* **Information shown**:
*** Block opens ***
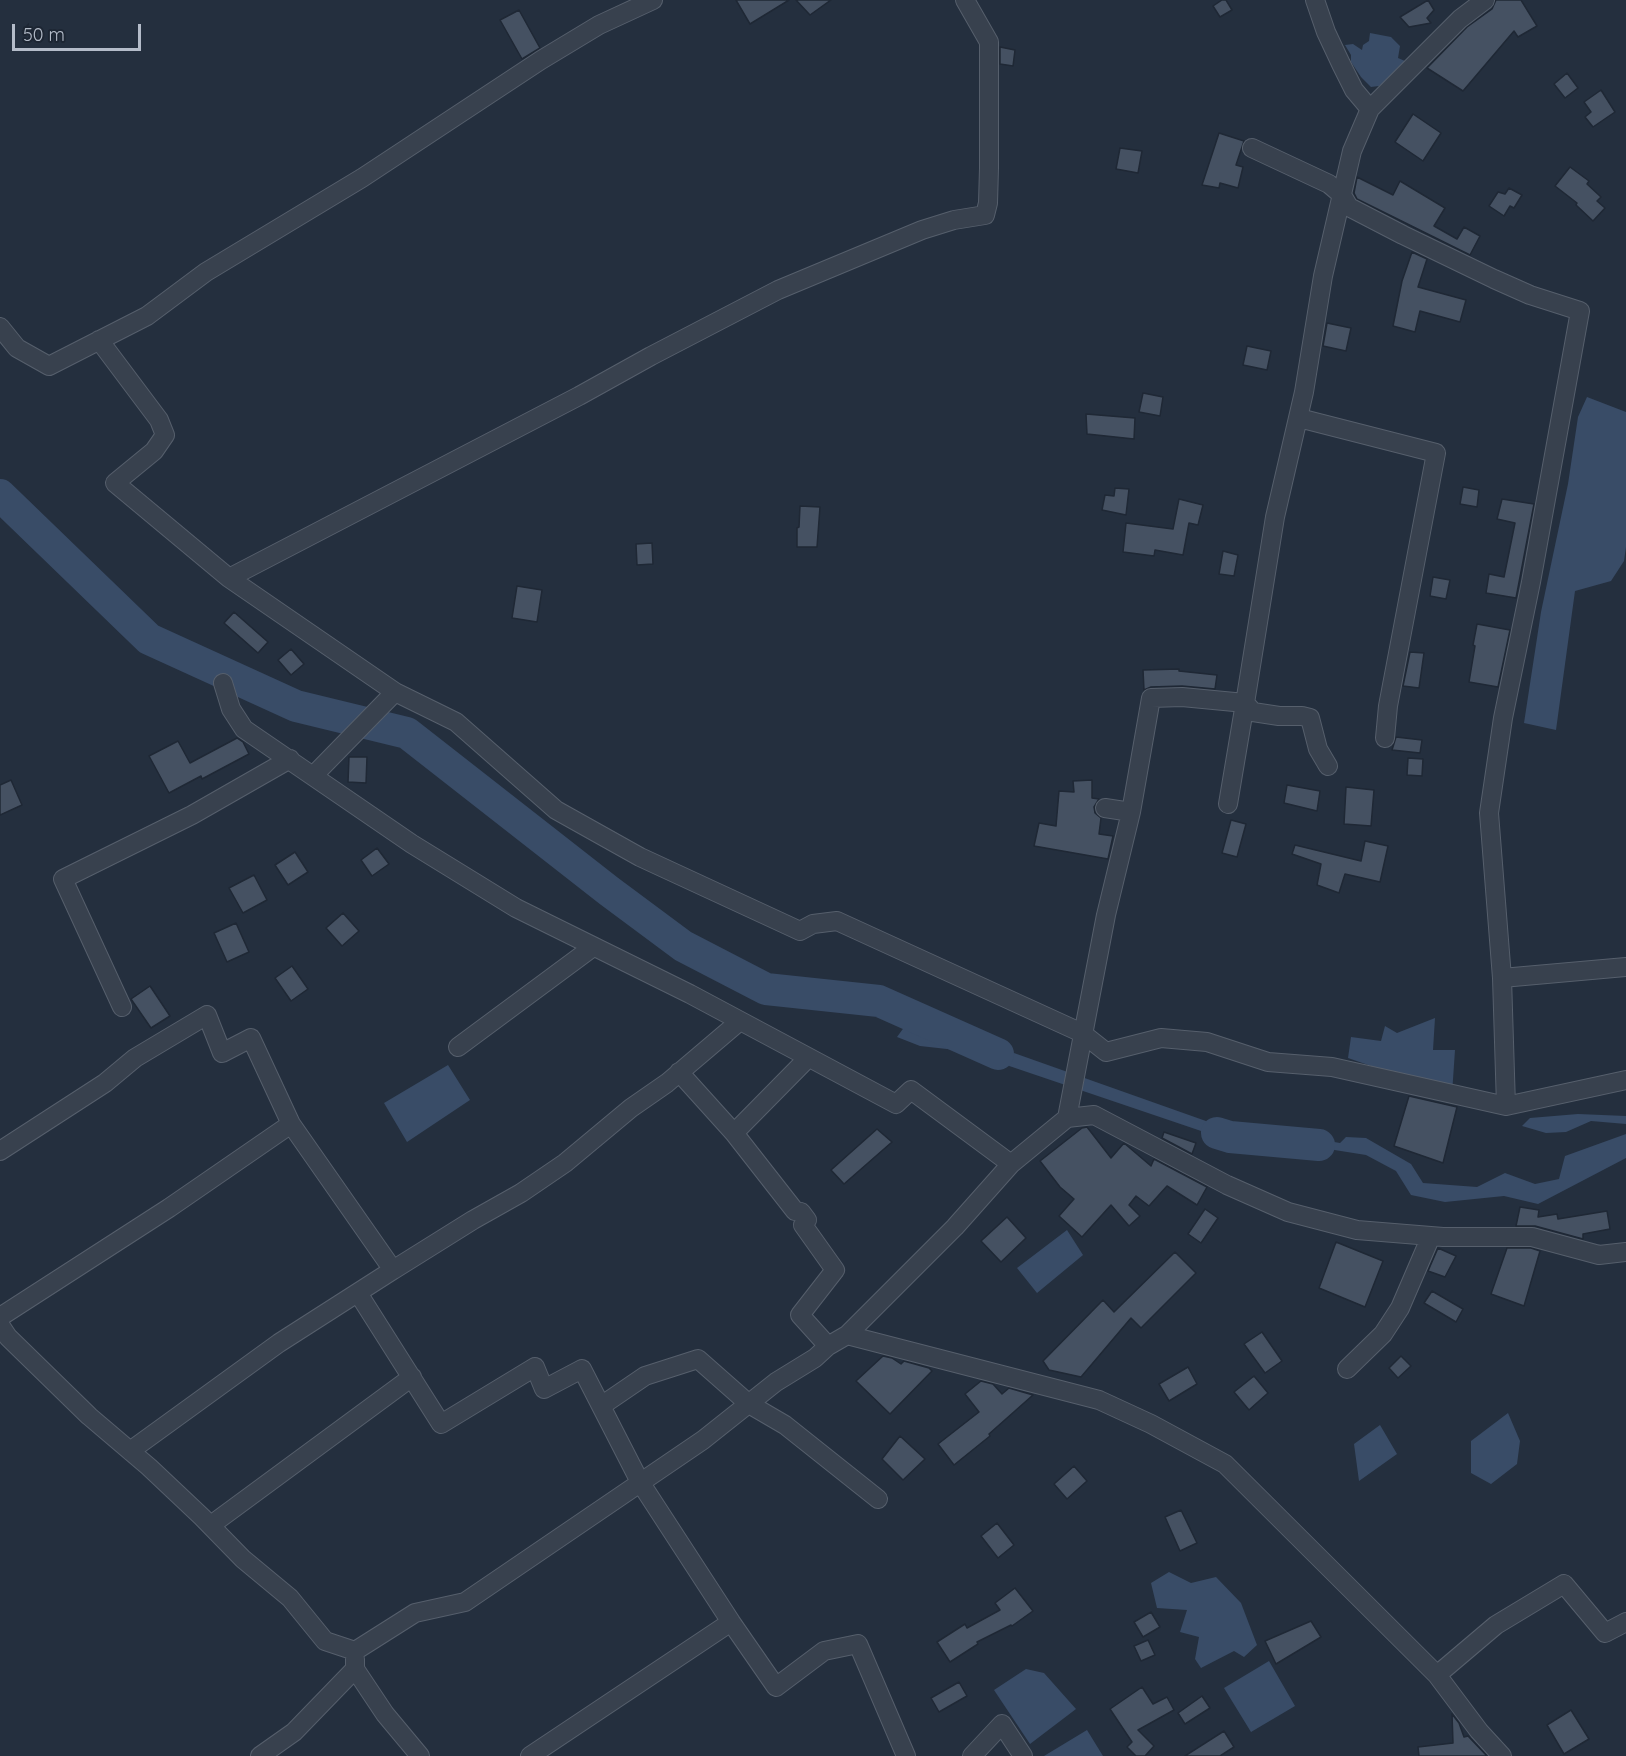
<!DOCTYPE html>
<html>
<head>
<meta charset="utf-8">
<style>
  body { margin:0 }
  #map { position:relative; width:1626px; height:1756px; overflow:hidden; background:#242f3e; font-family:Quicksand,sans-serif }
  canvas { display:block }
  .scale { position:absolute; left:12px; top:24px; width:129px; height:27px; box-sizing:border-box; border:3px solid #b4bcc9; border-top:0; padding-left:8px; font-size:18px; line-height:21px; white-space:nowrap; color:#b4bcc9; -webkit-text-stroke:4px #1d2633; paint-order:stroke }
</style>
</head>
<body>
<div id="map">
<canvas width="1626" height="1756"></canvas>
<div class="scale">50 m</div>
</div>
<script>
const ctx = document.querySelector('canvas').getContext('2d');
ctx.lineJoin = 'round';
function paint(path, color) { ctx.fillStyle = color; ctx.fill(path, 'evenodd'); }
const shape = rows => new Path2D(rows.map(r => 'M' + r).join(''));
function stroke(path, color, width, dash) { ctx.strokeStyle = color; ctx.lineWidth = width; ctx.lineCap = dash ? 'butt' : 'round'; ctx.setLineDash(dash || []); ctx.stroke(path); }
const water = shape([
  [1370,33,1391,37,1400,46,1398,58,1405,61,1402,69,1390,79,1379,86,1371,87,1361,77,1351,62,1351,55,1345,45,1353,44,1362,50,1363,45,1369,41],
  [1587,397,1626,412,1626,547,1624,561,1611,581,1575,591,1556,730,1524,723,1541,612,1568,484,1578,417],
  [1435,1018,1433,1050,1455,1050,1452,1094,1348,1058,1351,1037,1381,1041,1385,1026,1397,1033],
  [905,1026,923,1035,966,1036,1268,1143,1300,1136,1340,1143,1346,1137,1366,1138,1411,1164,1423,1183,1477,1187,1505,1173,1535,1184,1559,1179,1565,1156,1626,1134,1626,1158,1538,1204,1504,1196,1445,1202,1411,1195,1396,1171,1366,1155,1322,1148,1269,1154,965,1051,920,1046,897,1037],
  [448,1065,470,1100,407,1142,384,1103],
  [1578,1114,1626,1116,1626,1124,1591,1121,1566,1132,1546,1133,1522,1126,1530,1118],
  [1067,1230,1083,1255,1037,1293,1017,1268],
  [1508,1413,1520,1441,1517,1464,1491,1484,1471,1473,1471,1441],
  [1380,1425,1397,1454,1359,1481,1354,1444],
  [1169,1572,1191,1583,1216,1577,1241,1603,1257,1645,1244,1657,1234,1651,1201,1668,1195,1659,1199,1637,1180,1632,1187,1610,1157,1608,1151,1583],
  [1269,1661,1295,1706,1251,1732,1224,1688],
  [1026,1669,1044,1673,1076,1709,1030,1744,994,1690],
  [1087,1730,1103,1756,1044,1756]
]);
const river = shape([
  [0,495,149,639,296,706,407,733,609,891,683,946,766,989,879,1001,998,1054],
  [1217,1133,1230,1137,1319,1145]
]);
const building = shape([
  [736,0,789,0,750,24,736,0],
  [796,0,831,0,810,15,796,0],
  [1222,0,1226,0,1232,10,1220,17,1213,6,1222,0],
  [1428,0,1434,10,1427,18,1431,23,1409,27,1400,17,1428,0],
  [1496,0,1521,0,1537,26,1518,37,1514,31,1463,91,1427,68,1467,27,1492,9,1496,0],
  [519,10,540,48,522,59,500,20,519,10],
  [1000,47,1015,50,1013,66,1000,64,1000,47],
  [1567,73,1578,88,1565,98,1554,84,1567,73],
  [1601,90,1615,112,1593,127,1585,117,1591,112,1584,102,1601,90],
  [1413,114,1441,133,1423,161,1395,142,1413,114],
  [1219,133,1244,141,1236,165,1243,167,1238,188,1220,183,1219,188,1202,185,1219,133],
  [1120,148,1142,151,1138,173,1116,169,1120,148],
  [1570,167,1589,181,1587,184,1601,197,1597,201,1605,208,1593,221,1576,205,1577,203,1555,186,1570,167],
  [1357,177,1393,195,1400,181,1445,208,1434,226,1457,239,1464,227,1480,236,1470,255,1357,199,1354,193,1357,177],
  [1509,188,1522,195,1514,208,1510,206,1504,216,1489,206,1498,192,1505,194,1509,188],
  [1412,252,1427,259,1418,287,1466,300,1460,322,1420,311,1415,332,1393,326,1402,281,1412,252],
  [1327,323,1351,328,1346,351,1323,346,1327,323],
  [1247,346,1271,351,1267,370,1243,365,1247,346],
  [1143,393,1163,397,1160,416,1139,412,1143,393],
  [1086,414,1135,418,1134,439,1087,434,1086,414],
  [1463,487,1479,490,1477,507,1460,504,1463,487],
  [1115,488,1129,489,1126,515,1102,510,1105,495,1114,496,1115,488],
  [1179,499,1203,505,1198,525,1189,523,1183,555,1155,550,1154,556,1123,552,1126,523,1173,529,1179,499],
  [1502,499,1534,504,1516,598,1486,593,1489,574,1504,577,1515,523,1497,519,1502,499],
  [800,506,820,507,817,547,797,547,797,528,799,527,800,506],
  [652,543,653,564,637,565,636,544,652,543],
  [1223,551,1238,555,1234,576,1219,574,1223,551],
  [1433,577,1450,580,1446,599,1430,596,1433,577],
  [517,586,542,590,537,622,512,618,517,586],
  [234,612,268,642,258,653,224,623,234,612],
  [1477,624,1510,630,1498,687,1469,682,1475,646,1473,645,1477,624],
  [291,649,304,664,291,675,278,660,291,649],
  [1410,652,1424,653,1419,688,1403,686,1410,652],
  [1179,669,1179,671,1217,675,1215,689,1182,686,1151,687,1144,690,1143,670,1179,669],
  [1396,737,1422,740,1420,753,1392,750,1396,737],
  [237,738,243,742,249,754,202,779,201,776,169,793,149,756,178,741,190,763,237,738],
  [349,757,367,757,366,783,348,782,349,757],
  [1408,758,1423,759,1422,776,1407,775,1408,758],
  [11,780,22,805,0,815,0,785,11,780],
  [1092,780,1092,798,1099,799,1094,807,1095,813,1101,818,1099,834,1113,836,1108,859,1034,846,1039,823,1056,826,1059,791,1074,792,1073,781,1092,780],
  [1287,785,1320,791,1317,811,1284,803,1287,785],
  [1346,787,1374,790,1371,826,1344,824,1346,787],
  [1231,820,1246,824,1237,857,1222,853,1231,820],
  [1365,841,1388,846,1380,882,1345,874,1339,893,1317,885,1321,864,1292,854,1295,845,1361,861,1365,841],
  [377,848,389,864,372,876,361,860,377,848],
  [295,852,308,872,288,885,275,865,295,852],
  [254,875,267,900,243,913,229,888,254,875],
  [343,913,359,931,342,946,326,928,343,913],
  [236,923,249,952,227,962,214,933,236,923],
  [292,966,308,989,291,1001,275,978,292,966],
  [150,986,170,1016,151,1028,131,999,150,986],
  [1409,1096,1457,1107,1443,1163,1394,1146,1409,1096],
  [1087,1127,1111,1158,1124,1143,1151,1166,1154,1159,1207,1187,1197,1205,1167,1186,1149,1206,1136,1196,1129,1205,1140,1216,1129,1226,1111,1205,1082,1237,1059,1216,1074,1199,1060,1187,1040,1161,1082,1128,1087,1127],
  [877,1129,892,1142,844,1184,831,1170,877,1129],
  [1164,1132,1196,1143,1192,1154,1162,1138,1164,1132],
  [1520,1207,1539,1210,1538,1217,1557,1214,1558,1219,1607,1211,1610,1229,1583,1234,1583,1239,1535,1226,1516,1226,1520,1207],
  [1205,1209,1218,1218,1201,1243,1188,1234,1205,1209],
  [1007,1217,1026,1238,1001,1262,981,1241,1007,1217],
  [1336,1242,1383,1261,1365,1307,1319,1288,1336,1242],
  [1438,1248,1456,1256,1445,1277,1428,1271,1438,1248],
  [1507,1248,1531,1248,1540,1251,1524,1306,1491,1294,1507,1248],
  [1175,1252,1196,1273,1141,1328,1131,1318,1081,1377,1049,1370,1043,1361,1103,1300,1114,1312,1175,1252],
  [1432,1291,1463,1309,1456,1322,1424,1303,1432,1291],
  [1262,1332,1282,1361,1265,1373,1244,1344,1262,1332],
  [883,1356,892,1358,901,1364,904,1361,929,1368,932,1371,890,1414,856,1381,883,1356],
  [1401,1356,1411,1366,1398,1378,1389,1368,1401,1356],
  [1188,1367,1197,1384,1169,1401,1159,1384,1188,1367],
  [1254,1376,1268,1393,1249,1410,1234,1392,1254,1376],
  [981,1381,993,1384,1002,1394,1009,1388,1033,1395,989,1434,990,1436,954,1465,938,1444,979,1412,965,1394,981,1381],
  [900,1436,925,1459,903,1480,882,1459,900,1436],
  [1074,1466,1087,1481,1067,1499,1054,1484,1074,1466],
  [1181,1510,1197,1543,1180,1551,1165,1517,1181,1510],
  [997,1523,1014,1545,998,1558,981,1536,997,1523],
  [1015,1588,1033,1611,1012,1626,1011,1625,977,1642,978,1644,950,1662,937,1642,965,1624,967,1628,1000,1610,995,1603,1015,1588],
  [1151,1612,1160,1627,1143,1637,1134,1622,1151,1612],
  [1311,1621,1321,1637,1276,1664,1265,1641,1311,1621],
  [1148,1640,1155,1655,1141,1661,1134,1646,1148,1640],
  [959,1682,967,1696,939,1712,931,1698,959,1682],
  [1142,1687,1153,1704,1167,1697,1174,1710,1138,1730,1154,1746,1145,1756,1136,1756,1127,1747,1132,1742,1110,1709,1142,1687],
  [1202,1696,1210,1708,1185,1724,1178,1713,1202,1696],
  [1571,1710,1589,1739,1564,1754,1547,1725,1571,1710],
  [1452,1714,1459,1723,1464,1737,1468,1736,1487,1756,1419,1756,1418,1747,1453,1743,1452,1714],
  [1224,1731,1234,1747,1220,1756,1185,1756,1224,1731]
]);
const minor = shape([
  [1370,109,1460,19,1485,0],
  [1252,148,1329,184,1342,195,1349,207,1403,235,1494,279,1530,295,1580,311,1531,582,1503,718,1489,813,1502,978,1506,1106],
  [0,327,17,348,49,366,147,316,206,272,362,178,541,60,599,25,653,0],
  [99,340,159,420,165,435,154,451,115,483,229,578,395,692,456,722,556,810,640,857,800,931,813,924,837,921,1082,1033,1106,1052,1161,1038,1207,1042,1268,1062,1332,1067,1506,1106,1626,1080],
  [1299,418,1436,453,1388,706,1385,738],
  [229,578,579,396,651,356,778,290,922,230,954,220,985,215,988,203,989,168,989,42,965,0],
  [223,683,231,709,244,729,412,844,516,908,690,994,896,1104,911,1090,1011,1164],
  [313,776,395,692],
  [1228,804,1245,703,1253,712,1279,716,1302,716,1310,718,1318,749,1328,766],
  [1131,812,1151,698,1182,697,1245,703,1275,517,1304,392,1323,276,1352,151,1370,109,1354,90,1341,64,1326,32,1315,0],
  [1502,978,1626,967],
  [122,1007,63,879,192,815,290,759],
  [458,1047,593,947],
  [679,1072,734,1133,808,1058],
  [1067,1118,1106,915,1131,812,1105,808],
  [734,1133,795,1211,801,1212,807,1220,803,1225,835,1270,800,1315,828,1346],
  [0,1151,105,1083,135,1058,207,1015,222,1053,251,1038,291,1124,393,1270,279,1343,130,1451],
  [393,1270,473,1220,521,1193,565,1163,631,1108,667,1083,740,1021],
  [358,1293,441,1424,535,1367,544,1389,582,1369,640,1482,731,1622,776,1687,824,1651,858,1644,906,1756],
  [0,1317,169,1208,291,1124],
  [0,1325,8,1337,89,1416,149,1467,202,1517,243,1559,290,1598,325,1641,355,1651,415,1613,465,1602,703,1440,776,1382,815,1358,828,1346,847,1335,955,1227,1011,1164,1067,1118,1094,1115,1227,1185,1288,1212,1357,1230,1443,1237,1532,1237,1599,1255,1626,1252],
  [847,1335,1099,1400,1151,1424,1225,1464,1437,1675,1479,1731,1502,1756],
  [1347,1369,1383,1334,1400,1308,1431,1236],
  [601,1406,645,1376,698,1359,749,1404,785,1425,878,1499],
  [211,1525,412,1377],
  [355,1659,355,1669,385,1714,420,1756],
  [1437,1675,1496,1625,1564,1584,1605,1633,1626,1622],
  [260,1756,294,1732,355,1669],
  [530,1756,731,1622],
  [972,1756,1002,1724,1023,1756]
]);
paint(water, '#394c67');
stroke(river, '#394c67', 32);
paint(building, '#455162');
stroke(building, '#1f2835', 1.5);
stroke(minor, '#565f6c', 20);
stroke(minor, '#38414e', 18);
</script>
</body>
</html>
*** Block closes ***
* **Required action**:
Start with the first line of the records above and end with the line containing "const shape = rows". Output those lines exactly, pictures excluded.

* **Answer for the task**:
<!DOCTYPE html>
<html>
<head>
<meta charset="utf-8">
<style>
  body { margin:0 }
  #map { position:relative; width:1626px; height:1756px; overflow:hidden; background:#242f3e; font-family:Quicksand,sans-serif }
  canvas { display:block }
  .scale { position:absolute; left:12px; top:24px; width:129px; height:27px; box-sizing:border-box; border:3px solid #b4bcc9; border-top:0; padding-left:8px; font-size:18px; line-height:21px; white-space:nowrap; color:#b4bcc9; -webkit-text-stroke:4px #1d2633; paint-order:stroke }
</style>
</head>
<body>
<div id="map">
<canvas width="1626" height="1756"></canvas>
<div class="scale">50 m</div>
</div>
<script>
const ctx = document.querySelector('canvas').getContext('2d');
ctx.lineJoin = 'round';
function paint(path, color) { ctx.fillStyle = color; ctx.fill(path, 'evenodd'); }
const shape = rows => new Path2D(rows.map(r => 'M' + r).join(''));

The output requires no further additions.